### Task
Go through the material and pull out every line with the string "Школа" in it.

### Data
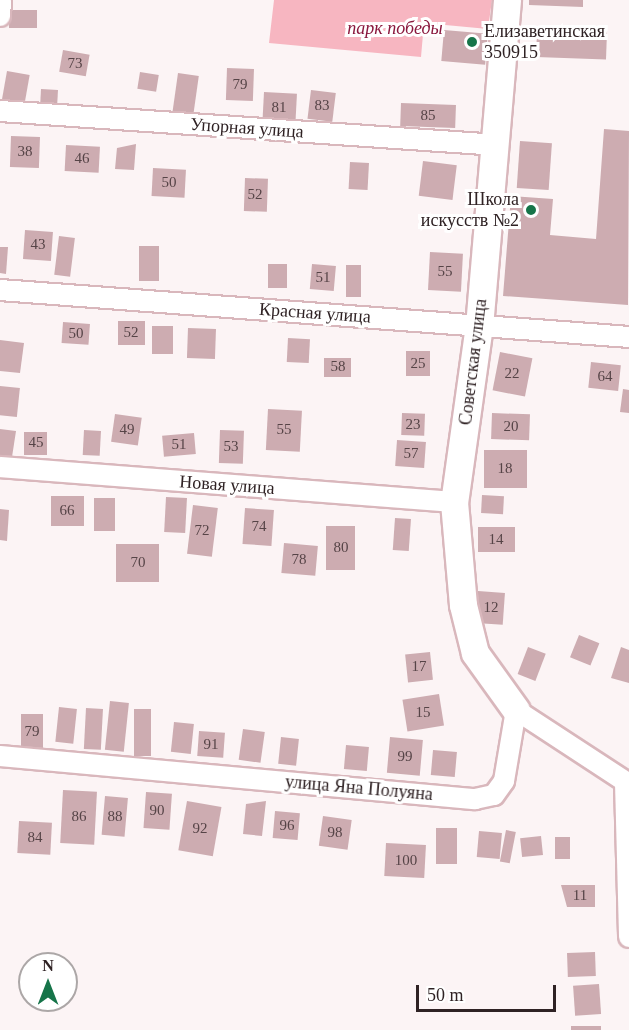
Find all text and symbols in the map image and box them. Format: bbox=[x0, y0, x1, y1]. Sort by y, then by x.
park label: парк победы bbox=[347, 17, 443, 39]
place label: Елизаветинская 350915 bbox=[484, 21, 605, 63]
marker: Елизаветинская 350915 bbox=[465, 35, 479, 49]
house number: 73 bbox=[68, 55, 82, 73]
house number: 79 bbox=[232, 76, 248, 94]
house number: 83 bbox=[314, 97, 330, 115]
house number: 81 bbox=[272, 99, 286, 117]
house number: 85 bbox=[420, 107, 436, 125]
street label: Упорная улица bbox=[190, 113, 304, 143]
house number: 38 bbox=[18, 143, 32, 161]
house number: 46 bbox=[74, 150, 90, 168]
house number: 50 bbox=[162, 174, 176, 192]
house number: 52 bbox=[248, 186, 262, 204]
place label: Школа искусств №2 bbox=[421, 189, 519, 232]
marker: Школа искусств №2 bbox=[524, 203, 538, 217]
house number: 43 bbox=[30, 236, 46, 254]
house number: 55 bbox=[438, 263, 452, 281]
house number: 51 bbox=[316, 269, 330, 287]
street label: Красная улица bbox=[258, 298, 372, 328]
street label: Советская улица bbox=[455, 298, 491, 426]
house number: 52 bbox=[124, 324, 138, 342]
house number: 50 bbox=[68, 325, 84, 343]
house number: 25 bbox=[410, 355, 426, 373]
house number: 58 bbox=[330, 358, 346, 376]
house number: 22 bbox=[504, 365, 520, 383]
house number: 64 bbox=[598, 368, 612, 386]
house number: 23 bbox=[406, 416, 420, 434]
house number: 20 bbox=[504, 418, 518, 436]
house number: 49 bbox=[120, 421, 134, 439]
house number: 55 bbox=[276, 421, 292, 439]
house number: 45 bbox=[28, 434, 44, 452]
house number: 51 bbox=[172, 436, 186, 454]
house number: 53 bbox=[224, 438, 238, 456]
house number: 57 bbox=[404, 445, 418, 463]
house number: 18 bbox=[498, 460, 512, 478]
street label: Новая улица bbox=[179, 471, 275, 499]
house number: 66 bbox=[60, 502, 74, 520]
house number: 74 bbox=[252, 518, 266, 536]
house number: 72 bbox=[194, 522, 210, 540]
house number: 14 bbox=[488, 531, 504, 549]
house number: 80 bbox=[334, 539, 348, 557]
house number: 78 bbox=[292, 551, 306, 569]
house number: 70 bbox=[130, 554, 146, 572]
house number: 12 bbox=[484, 599, 498, 617]
house number: 17 bbox=[412, 658, 426, 676]
house number: 15 bbox=[416, 704, 430, 722]
house number: 79 bbox=[24, 723, 40, 741]
house number: 91 bbox=[204, 736, 218, 754]
house number: 99 bbox=[398, 748, 412, 766]
street label: улица Яна Полуяна bbox=[284, 771, 434, 805]
house number: 90 bbox=[150, 802, 164, 820]
house number: 86 bbox=[72, 808, 86, 826]
house number: 88 bbox=[108, 808, 122, 826]
house number: 96 bbox=[280, 817, 294, 835]
house number: 92 bbox=[192, 820, 208, 838]
house number: 98 bbox=[328, 824, 342, 842]
house number: 84 bbox=[28, 829, 42, 847]
house number: 100 bbox=[395, 852, 417, 870]
house number: 11 bbox=[573, 887, 587, 905]
north arrow bbox=[18, 952, 78, 1012]
text: N bbox=[42, 957, 54, 974]
scale bar bbox=[419, 973, 558, 1011]
text: 50 m bbox=[427, 985, 464, 1005]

### Completed task
place label: Школа искусств №2 bbox=[421, 189, 519, 232]
marker: Школа искусств №2 bbox=[524, 203, 538, 217]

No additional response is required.